‘1% voor Smart Aid’

Stefan Verwer daagt uit met zijn stelling dat hij liever 0,2% van het BNP heeft voor effectieve, zuivere ontwikkelingssamenwerking dan een vervuild budget dat hoger is. Die uitdaging vraagt om een serieuze repliek volgens algemeen directeur René Grotenhuis van Cordaid, ook met het oog op de actuele bezuinigingen binnen het budget voor ontwikkelingssamenwerking.

De Society for International Development (SID) Nederland is onder mijn voorzitterschap in september 2012 een serie lezingen en debatten gestart over de toekomst van de official development assistance (ODA). Het is onmiskenbaar dat het ODA-kader sleets is geworden en aan het eind van zijn levenscyclus is geraakt. We kunnen niet alles meer bij elkaar houden in één alomvattend kader: én de gezondheidszorg in Uruzgan én de klimaat-gerelateerde problemen van droogte en overstroming in Afrika én de mensenrechten in het door moord en geweld geteisterde Guatemala. Werken aan rechtvaardigheid en duurzaamheid kan niet meer in de simpele formule van ‘wij zijn rijk en zij zijn arm’ gevat worden. Afscheid nemen van ODA is niet erg. Het heeft zo’n veertig jaar zijn waarde gehad, maar in de grondig veranderde wereld is het niet gek dat er een einde aan komt.

Drie domeinen

In de afgelopen periode heb ik gepleit voor het onderscheiden van drie domeinen binnen ontwikkelingssamenwerking. Allereerst de problemen van de fragiele staten en conflictgebieden. Vervolgens de middeninkomenslanden en de stabiele ontwikkelingslanden die daarheen op weg zijn zoals Ghana, Bangladesh, Kenia, Tanzania en Indonesië. En tot slot het domein van de global public goods.

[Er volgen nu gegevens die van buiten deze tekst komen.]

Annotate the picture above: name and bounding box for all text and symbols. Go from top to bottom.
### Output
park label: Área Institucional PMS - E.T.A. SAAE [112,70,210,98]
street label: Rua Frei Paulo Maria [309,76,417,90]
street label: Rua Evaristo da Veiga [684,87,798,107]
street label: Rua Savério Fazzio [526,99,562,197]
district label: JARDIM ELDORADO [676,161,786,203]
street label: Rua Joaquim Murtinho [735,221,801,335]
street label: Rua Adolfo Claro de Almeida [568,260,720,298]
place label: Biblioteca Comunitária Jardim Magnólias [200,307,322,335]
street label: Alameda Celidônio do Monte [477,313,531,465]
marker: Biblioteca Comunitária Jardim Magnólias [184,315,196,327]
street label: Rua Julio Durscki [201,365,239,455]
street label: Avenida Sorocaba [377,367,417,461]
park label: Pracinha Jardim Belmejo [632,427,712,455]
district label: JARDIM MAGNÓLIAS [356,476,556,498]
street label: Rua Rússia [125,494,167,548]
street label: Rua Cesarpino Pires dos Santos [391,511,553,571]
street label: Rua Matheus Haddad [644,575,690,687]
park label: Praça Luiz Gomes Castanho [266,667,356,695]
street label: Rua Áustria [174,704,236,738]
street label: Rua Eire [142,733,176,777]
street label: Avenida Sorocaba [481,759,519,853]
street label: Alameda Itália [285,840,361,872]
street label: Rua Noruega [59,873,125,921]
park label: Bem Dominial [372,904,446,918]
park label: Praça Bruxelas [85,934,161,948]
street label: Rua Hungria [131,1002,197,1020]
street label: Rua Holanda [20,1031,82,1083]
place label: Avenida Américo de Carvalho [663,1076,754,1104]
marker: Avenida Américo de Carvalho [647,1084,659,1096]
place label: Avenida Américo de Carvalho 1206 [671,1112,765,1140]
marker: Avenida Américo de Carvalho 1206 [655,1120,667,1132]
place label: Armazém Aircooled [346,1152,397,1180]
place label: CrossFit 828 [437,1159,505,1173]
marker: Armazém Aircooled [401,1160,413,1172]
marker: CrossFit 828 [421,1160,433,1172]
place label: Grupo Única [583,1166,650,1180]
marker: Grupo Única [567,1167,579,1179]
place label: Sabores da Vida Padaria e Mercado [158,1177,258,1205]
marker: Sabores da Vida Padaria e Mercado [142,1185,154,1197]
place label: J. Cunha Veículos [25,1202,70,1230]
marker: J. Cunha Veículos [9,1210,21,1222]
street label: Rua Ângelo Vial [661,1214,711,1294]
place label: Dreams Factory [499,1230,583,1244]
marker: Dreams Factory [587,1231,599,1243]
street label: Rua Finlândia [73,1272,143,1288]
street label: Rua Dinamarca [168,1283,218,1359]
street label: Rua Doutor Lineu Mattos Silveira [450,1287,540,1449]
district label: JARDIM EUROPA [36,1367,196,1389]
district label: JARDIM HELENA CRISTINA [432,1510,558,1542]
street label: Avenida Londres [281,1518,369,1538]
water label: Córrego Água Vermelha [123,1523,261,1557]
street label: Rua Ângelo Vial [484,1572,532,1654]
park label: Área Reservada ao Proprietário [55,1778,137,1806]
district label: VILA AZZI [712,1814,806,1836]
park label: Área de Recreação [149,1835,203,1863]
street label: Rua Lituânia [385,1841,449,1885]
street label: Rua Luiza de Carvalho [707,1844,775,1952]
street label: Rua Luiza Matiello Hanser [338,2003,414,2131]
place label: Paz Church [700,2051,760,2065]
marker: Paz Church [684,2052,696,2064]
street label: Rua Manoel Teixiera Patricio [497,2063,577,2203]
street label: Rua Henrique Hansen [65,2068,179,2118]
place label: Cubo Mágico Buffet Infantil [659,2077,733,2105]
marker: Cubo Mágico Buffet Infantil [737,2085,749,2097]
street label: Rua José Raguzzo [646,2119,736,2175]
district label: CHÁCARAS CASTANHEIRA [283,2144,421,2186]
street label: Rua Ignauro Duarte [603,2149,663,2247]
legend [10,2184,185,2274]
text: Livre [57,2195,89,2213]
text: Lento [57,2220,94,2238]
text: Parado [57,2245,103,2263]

Voor het eerste domein hebben we klassieke ODA nodig om te zorgen dat we mensen een menswaardig bestaan kunnen bieden. Voor het tweede en derde domein zijn nieuwe arrangementen nodig: investeringen, capaciteitsversterking van instituties en nieuwe, thematische global funds.

Effectiviteit: het klinkt zo mooi en niemand is er tegen. En vervolgens blijkt het een hopeloos en dus onbruikbaar begrip. Is effectiviteit dat er geen geld aan de strijkstok blijft hangen en we het geld liefst zelf gaan brengen en bijvoorbeeld ons eigen ticket betalen? Is effectiviteit wanneer geld gaat bijdragen aan de groei van het BNP? Is effectiviteit als je kunt aantonen hoeveel mensen microkredieten hebben gekregen of een kliniek hebben bezocht? Effectiviteit is altijd een randvoorwaarde, geen doel op zichzelf. De effectiviteitsdiscussie heeft ons de afgelopen jaren in het moeras getrokken, zeker in onze sector die jaarlijks ongeveer twintig procent van zijn projecten ziet mislukken. Het moet gaan om de relevantie van ons werk. Is hetgeen we doen nog een antwoord op de vraagstukken van vandaag en morgen? Zijn we vooral bezig met onze historische rol of met de uitdagingen van morgen, liefst overmorgen?

1%

Wat mij betreft blijven we als Nederland ambities tonen voor een substantiële inzet op het gebied van internationale samenwerking. We hebben een topsector die de afgelopen jaren zijn kwaliteit en trekkracht heeft bewezen. Daarvoor moet wat mij betreft 1% van ons BNP worden ingezet voor de drie bovengenoemde domeinen. Van mij mag veiligheid en bescherming van de burgerbevolking onderdeel zijn van die rekening. Het is per slot van rekening het meest urgente en relevante probleem voor juist de allerarmsten in fragiele staten en conflictgebieden. Van mij mogen ook investeringen daar deel van uitmaken, omdat, zie het World Development Report 2013, toegang tot financiële diensten een van de belangrijkste obstakels is voor het creëren van bedrijvigheid en banen in ontwikkelingslanden. Voor mij moet ook het klassieke ODA er deel van uitmaken, omdat dat relevant is voor menselijke waardigheid in conflictgebieden en falende staten. Voor mij horen klimaatgelden daarin, omdat dat relevant is voor de bewoners van de delta van Bangladesh en de boeren in Ethiopië. Die 1% komt wat mij betreft niet alleen uit gewone belastingopbrengsten, maar ook uit de inkomsten van een financial transaction tax, emissierechten en mogelijke andere financieringsbronnen.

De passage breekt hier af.